I have to admit, however, that I find Kiva a bit problematic. I can’t help but feel that the idea that loans do not wound in the way charitable gifts do only partly accounts for Kiva’s preference of loans over gifts. I have the hunch that Kiva is also interested in the shaping of people into neoliberal selves who act according to market mechanisms. The neoliberal self, after all, does not accept charity, but seeks loans in order to run one’s self like a business lest they be run out of business. And I suggest that this shaping of selves also occurs on the side of the lenders who are encouraged to “invest” in entrepreneurs rather than to give freely to the needy and who are encouraged to peruse the various applicants in search of the best proposals to fund. Individuals, in other words, are encouraged to act like businesses, banks, and venture capitalist funds. Kiva, in a sense then, still deals in advice: loans teach people lessons about how to be modern, self-sufficient, autonomous economic agents.

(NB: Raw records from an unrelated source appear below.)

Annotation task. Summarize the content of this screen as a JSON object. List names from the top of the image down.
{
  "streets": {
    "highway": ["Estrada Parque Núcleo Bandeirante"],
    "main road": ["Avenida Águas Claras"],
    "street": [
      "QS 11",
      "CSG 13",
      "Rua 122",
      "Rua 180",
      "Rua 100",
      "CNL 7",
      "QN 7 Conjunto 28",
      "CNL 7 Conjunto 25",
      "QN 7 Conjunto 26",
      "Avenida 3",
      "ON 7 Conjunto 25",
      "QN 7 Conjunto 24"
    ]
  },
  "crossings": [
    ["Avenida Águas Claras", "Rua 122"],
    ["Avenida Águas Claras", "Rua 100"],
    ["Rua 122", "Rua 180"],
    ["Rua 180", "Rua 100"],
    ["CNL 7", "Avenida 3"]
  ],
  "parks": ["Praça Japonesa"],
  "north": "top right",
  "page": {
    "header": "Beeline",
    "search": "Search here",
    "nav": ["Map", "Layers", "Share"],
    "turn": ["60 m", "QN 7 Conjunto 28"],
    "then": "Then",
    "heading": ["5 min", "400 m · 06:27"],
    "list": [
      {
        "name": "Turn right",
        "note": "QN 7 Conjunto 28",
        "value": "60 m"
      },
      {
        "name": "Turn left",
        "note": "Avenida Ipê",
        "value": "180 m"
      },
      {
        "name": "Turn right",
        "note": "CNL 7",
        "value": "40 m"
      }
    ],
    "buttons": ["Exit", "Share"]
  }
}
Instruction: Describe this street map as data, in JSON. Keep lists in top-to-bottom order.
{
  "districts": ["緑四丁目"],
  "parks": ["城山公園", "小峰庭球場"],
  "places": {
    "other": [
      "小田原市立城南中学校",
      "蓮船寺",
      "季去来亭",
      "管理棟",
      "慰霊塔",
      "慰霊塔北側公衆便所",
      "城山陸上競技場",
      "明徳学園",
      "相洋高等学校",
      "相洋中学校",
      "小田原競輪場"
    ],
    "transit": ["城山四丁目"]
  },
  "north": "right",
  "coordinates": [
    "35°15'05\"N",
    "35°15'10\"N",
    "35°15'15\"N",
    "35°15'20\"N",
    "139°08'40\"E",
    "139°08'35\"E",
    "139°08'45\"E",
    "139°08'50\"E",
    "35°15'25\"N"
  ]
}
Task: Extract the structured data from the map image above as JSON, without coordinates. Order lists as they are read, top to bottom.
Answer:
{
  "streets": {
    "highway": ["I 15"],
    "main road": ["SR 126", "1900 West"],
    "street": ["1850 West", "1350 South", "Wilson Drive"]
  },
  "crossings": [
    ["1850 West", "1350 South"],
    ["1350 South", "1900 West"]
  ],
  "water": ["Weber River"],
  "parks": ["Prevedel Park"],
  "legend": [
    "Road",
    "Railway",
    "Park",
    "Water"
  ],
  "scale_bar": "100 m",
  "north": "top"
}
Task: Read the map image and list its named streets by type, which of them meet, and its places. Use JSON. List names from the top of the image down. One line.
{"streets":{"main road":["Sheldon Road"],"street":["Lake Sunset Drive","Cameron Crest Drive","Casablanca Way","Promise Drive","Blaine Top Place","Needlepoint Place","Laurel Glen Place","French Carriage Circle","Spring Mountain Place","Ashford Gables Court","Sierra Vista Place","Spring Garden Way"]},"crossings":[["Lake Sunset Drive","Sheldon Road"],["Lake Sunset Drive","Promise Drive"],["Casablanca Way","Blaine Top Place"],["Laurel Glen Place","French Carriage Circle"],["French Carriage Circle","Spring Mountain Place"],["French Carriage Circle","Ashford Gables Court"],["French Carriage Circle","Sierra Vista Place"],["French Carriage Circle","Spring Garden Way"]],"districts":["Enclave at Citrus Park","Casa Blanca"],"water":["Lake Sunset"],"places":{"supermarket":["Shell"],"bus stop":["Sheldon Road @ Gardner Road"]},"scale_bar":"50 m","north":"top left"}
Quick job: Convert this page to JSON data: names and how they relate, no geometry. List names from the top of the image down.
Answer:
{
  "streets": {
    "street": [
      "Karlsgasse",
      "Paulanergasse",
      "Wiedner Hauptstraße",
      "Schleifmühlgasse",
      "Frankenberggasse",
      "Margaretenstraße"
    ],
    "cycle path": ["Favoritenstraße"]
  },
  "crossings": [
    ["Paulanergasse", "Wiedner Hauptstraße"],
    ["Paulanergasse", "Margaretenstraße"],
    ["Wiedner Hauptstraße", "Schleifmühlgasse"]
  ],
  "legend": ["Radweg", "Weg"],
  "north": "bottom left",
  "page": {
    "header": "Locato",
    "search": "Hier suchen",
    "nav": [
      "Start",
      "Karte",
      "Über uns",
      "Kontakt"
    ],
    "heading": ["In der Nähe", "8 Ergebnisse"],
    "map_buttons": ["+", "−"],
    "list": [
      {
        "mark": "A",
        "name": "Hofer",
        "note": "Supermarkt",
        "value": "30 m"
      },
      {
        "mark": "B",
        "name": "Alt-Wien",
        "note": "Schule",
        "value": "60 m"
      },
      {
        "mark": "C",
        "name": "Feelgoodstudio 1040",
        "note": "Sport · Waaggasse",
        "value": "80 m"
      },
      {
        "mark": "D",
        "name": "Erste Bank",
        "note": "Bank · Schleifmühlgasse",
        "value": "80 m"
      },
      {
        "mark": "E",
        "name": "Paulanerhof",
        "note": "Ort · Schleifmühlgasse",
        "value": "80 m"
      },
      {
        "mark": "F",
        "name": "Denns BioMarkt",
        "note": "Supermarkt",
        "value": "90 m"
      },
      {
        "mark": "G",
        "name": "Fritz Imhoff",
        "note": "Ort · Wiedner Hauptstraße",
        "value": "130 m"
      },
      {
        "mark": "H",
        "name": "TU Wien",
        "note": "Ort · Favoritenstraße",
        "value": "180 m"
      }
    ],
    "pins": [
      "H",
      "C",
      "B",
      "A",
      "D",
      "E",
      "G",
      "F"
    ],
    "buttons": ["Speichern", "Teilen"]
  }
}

Anyway, I became interested in other charities that provide cash as gifts or loans, and it turns out there are quite a few. GiveDirectly (givedirectly.org), which provides cash gifts rather than loans, makes for a good comparison with Kiva. For an interesting overview of the growing popularity of giving cash directly to the needy through charities, check out this article from the New Yorker:
http://www.newyorker.com/business/currency/new-help-for-the-poor-cash-grants-through-a-web-site
It also addresses how the market mechanism of allowing donors/lenders to individually choose the applicant or project they wish to fund is not necessarily the most equitable method of distributing assistance to those in need.